# Task data:
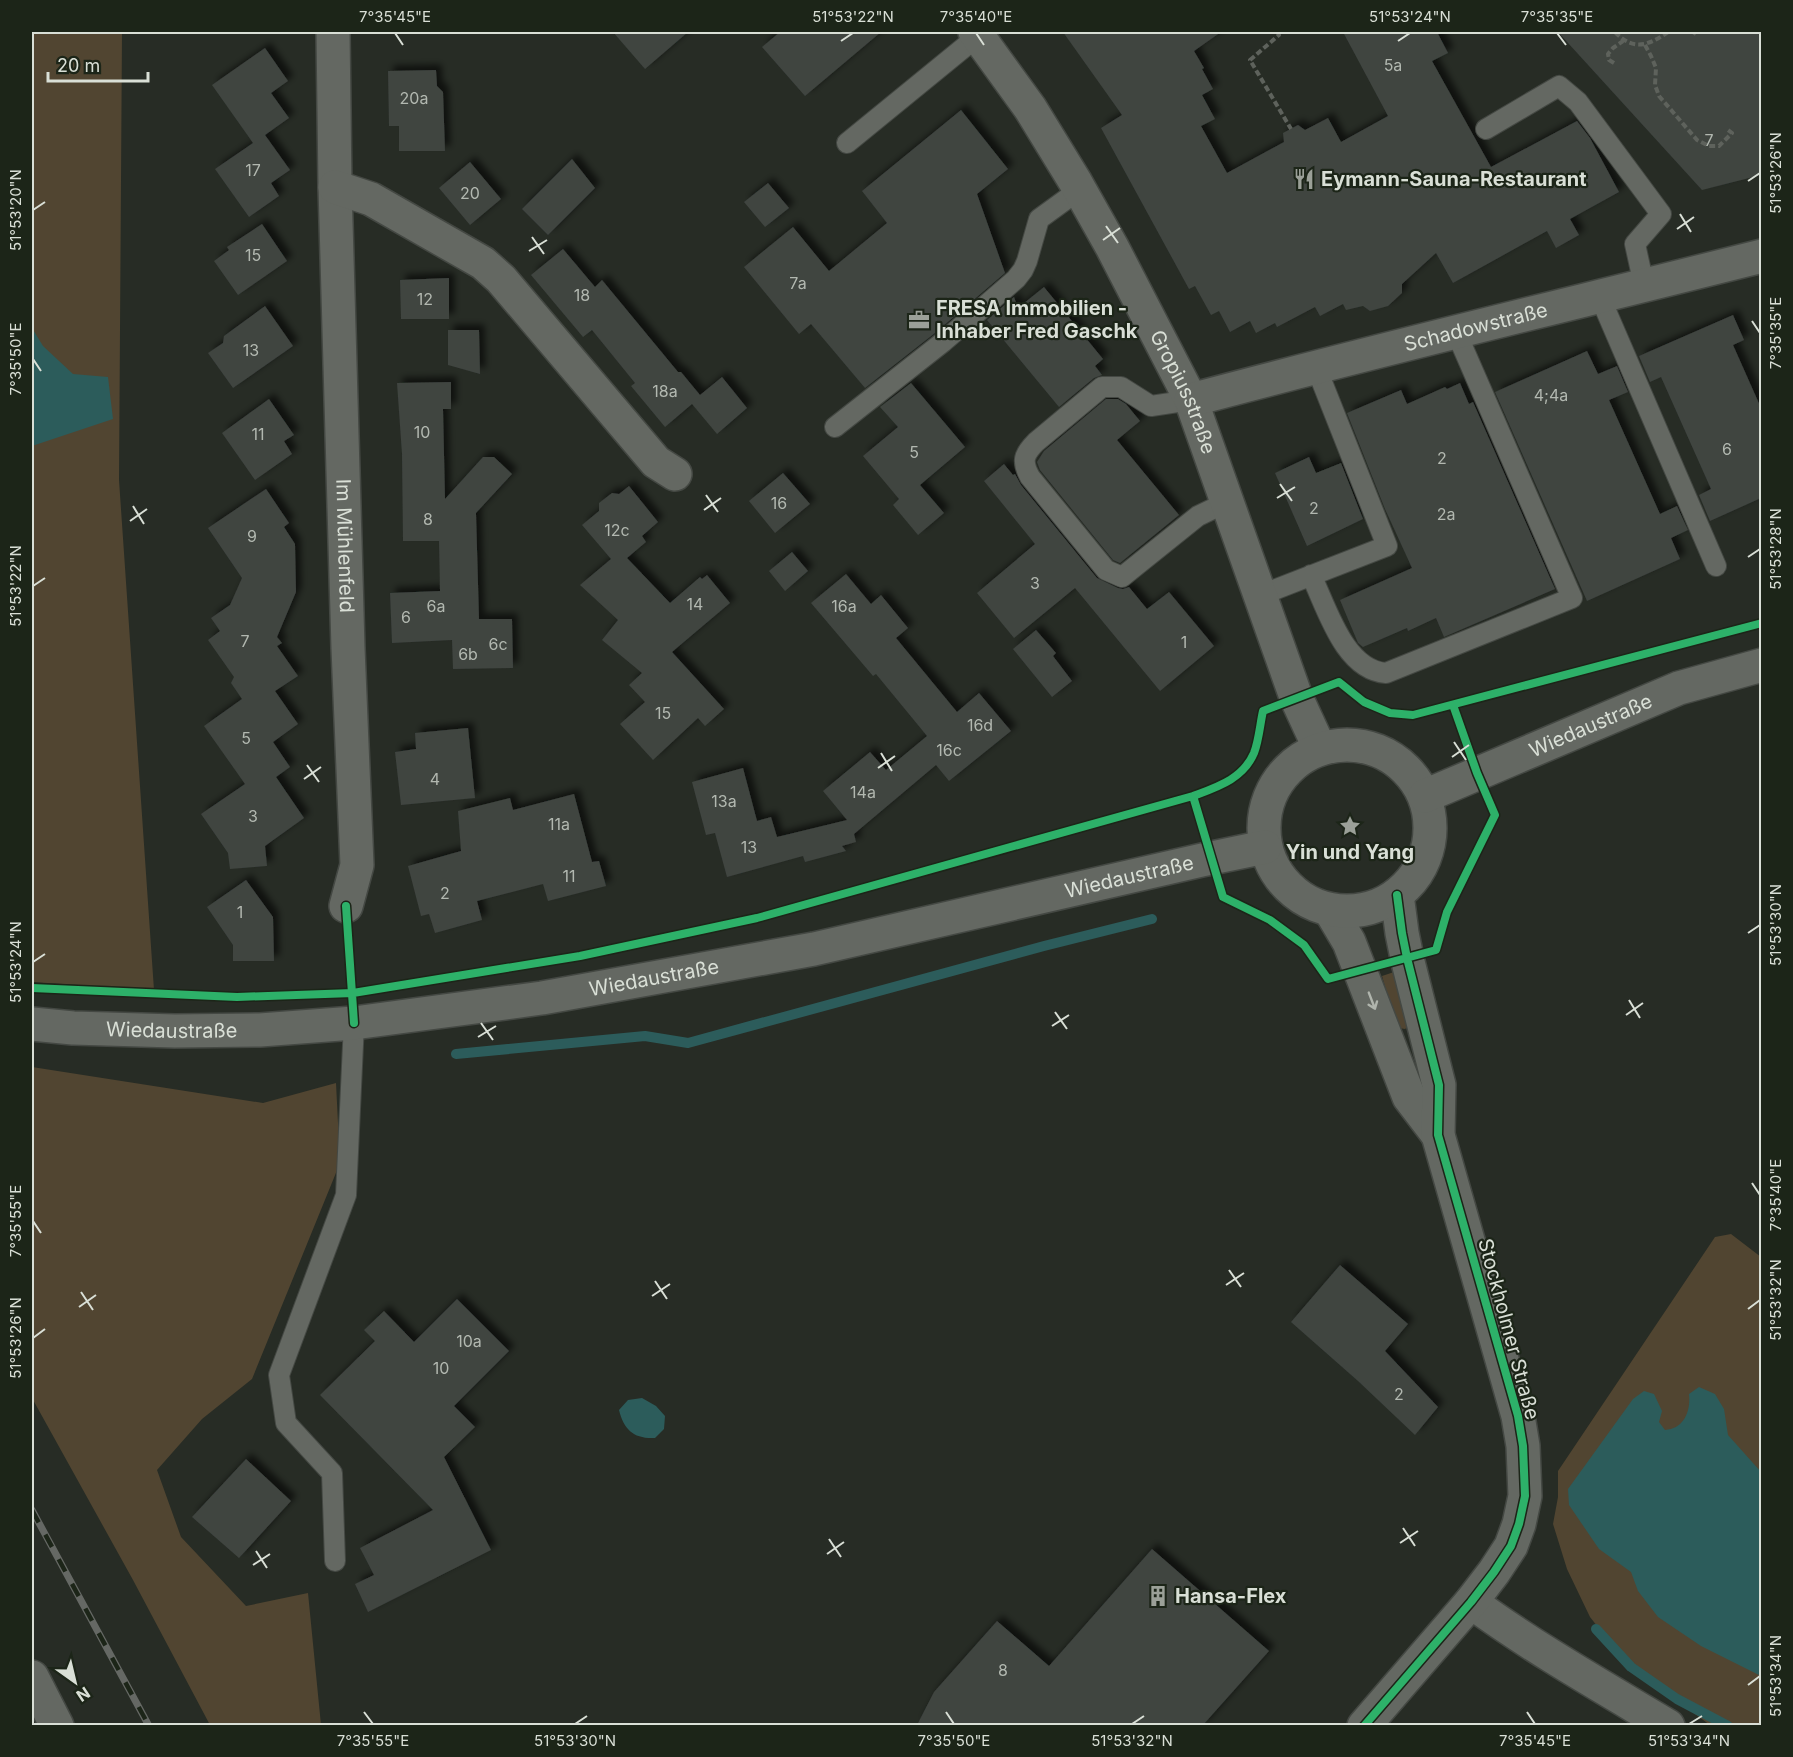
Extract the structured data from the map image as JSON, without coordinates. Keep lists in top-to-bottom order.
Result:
{
  "streets": {
    "street": [
      "Schadowstraße",
      "Gropiusstraße",
      "Im Mühlenfeld",
      "Wiedaustraße",
      "Stockholmer Straße"
    ]
  },
  "crossings": [
    ["Schadowstraße", "Gropiusstraße"],
    ["Gropiusstraße", "Wiedaustraße"],
    ["Gropiusstraße", "Stockholmer Straße"],
    ["Wiedaustraße", "Stockholmer Straße"]
  ],
  "places": {
    "restaurant": ["Eymann-Sauna-Restaurant"],
    "office": ["FRESA Immobilien - Inhaber Fred Gaschk"],
    "place": ["Yin und Yang"],
    "building": ["Hansa-Flex"]
  },
  "house_numbers": [
    "5a",
    "20a",
    "7",
    "17",
    "20",
    "15",
    "7a",
    "18",
    "12",
    "13",
    "18a",
    "4;4a",
    "10",
    "11",
    "6",
    "5",
    "2",
    "16",
    "2",
    "2a",
    "8",
    "12c",
    "9",
    "3",
    "14",
    "6a",
    "16a",
    "6",
    "7",
    "1",
    "6c",
    "6b",
    "15",
    "16d",
    "5",
    "16c",
    "4",
    "14a",
    "13a",
    "3",
    "11a",
    "13",
    "11",
    "2",
    "1",
    "10a",
    "10",
    "2",
    "8"
  ],
  "scale_bar": "20 m",
  "north": "bottom right",
  "coordinates": [
    "7°35'45\"E",
    "51°53'22\"N",
    "7°35'40\"E",
    "51°53'24\"N",
    "7°35'35\"E",
    "51°53'26\"N",
    "51°53'20\"N",
    "7°35'50\"E",
    "51°53'28\"N",
    "51°53'30\"N",
    "7°35'55\"E",
    "51°53'32\"N",
    "51°53'34\"N"
  ]
}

# Brief:
Give the listing again in full, exactly as it is, but without its images.

# Result of this exercise:
Extract the structured data from the map image as JSON, without coordinates. Keep lists in top-to-bottom order.
Result:
{
  "streets": {
    "street": [
      "Schadowstraße",
      "Gropiusstraße",
      "Im Mühlenfeld",
      "Wiedaustraße",
      "Stockholmer Straße"
    ]
  },
  "crossings": [
    ["Schadowstraße", "Gropiusstraße"],
    ["Gropiusstraße", "Wiedaustraße"],
    ["Gropiusstraße", "Stockholmer Straße"],
    ["Wiedaustraße", "Stockholmer Straße"]
  ],
  "places": {
    "restaurant": ["Eymann-Sauna-Restaurant"],
    "office": ["FRESA Immobilien - Inhaber Fred Gaschk"],
    "place": ["Yin und Yang"],
    "building": ["Hansa-Flex"]
  },
  "house_numbers": [
    "5a",
    "20a",
    "7",
    "17",
    "20",
    "15",
    "7a",
    "18",
    "12",
    "13",
    "18a",
    "4;4a",
    "10",
    "11",
    "6",
    "5",
    "2",
    "16",
    "2",
    "2a",
    "8",
    "12c",
    "9",
    "3",
    "14",
    "6a",
    "16a",
    "6",
    "7",
    "1",
    "6c",
    "6b",
    "15",
    "16d",
    "5",
    "16c",
    "4",
    "14a",
    "13a",
    "3",
    "11a",
    "13",
    "11",
    "2",
    "1",
    "10a",
    "10",
    "2",
    "8"
  ],
  "scale_bar": "20 m",
  "north": "bottom right",
  "coordinates": [
    "7°35'45\"E",
    "51°53'22\"N",
    "7°35'40\"E",
    "51°53'24\"N",
    "7°35'35\"E",
    "51°53'26\"N",
    "51°53'20\"N",
    "7°35'50\"E",
    "51°53'28\"N",
    "51°53'30\"N",
    "7°35'55\"E",
    "51°53'32\"N",
    "51°53'34\"N"
  ]
}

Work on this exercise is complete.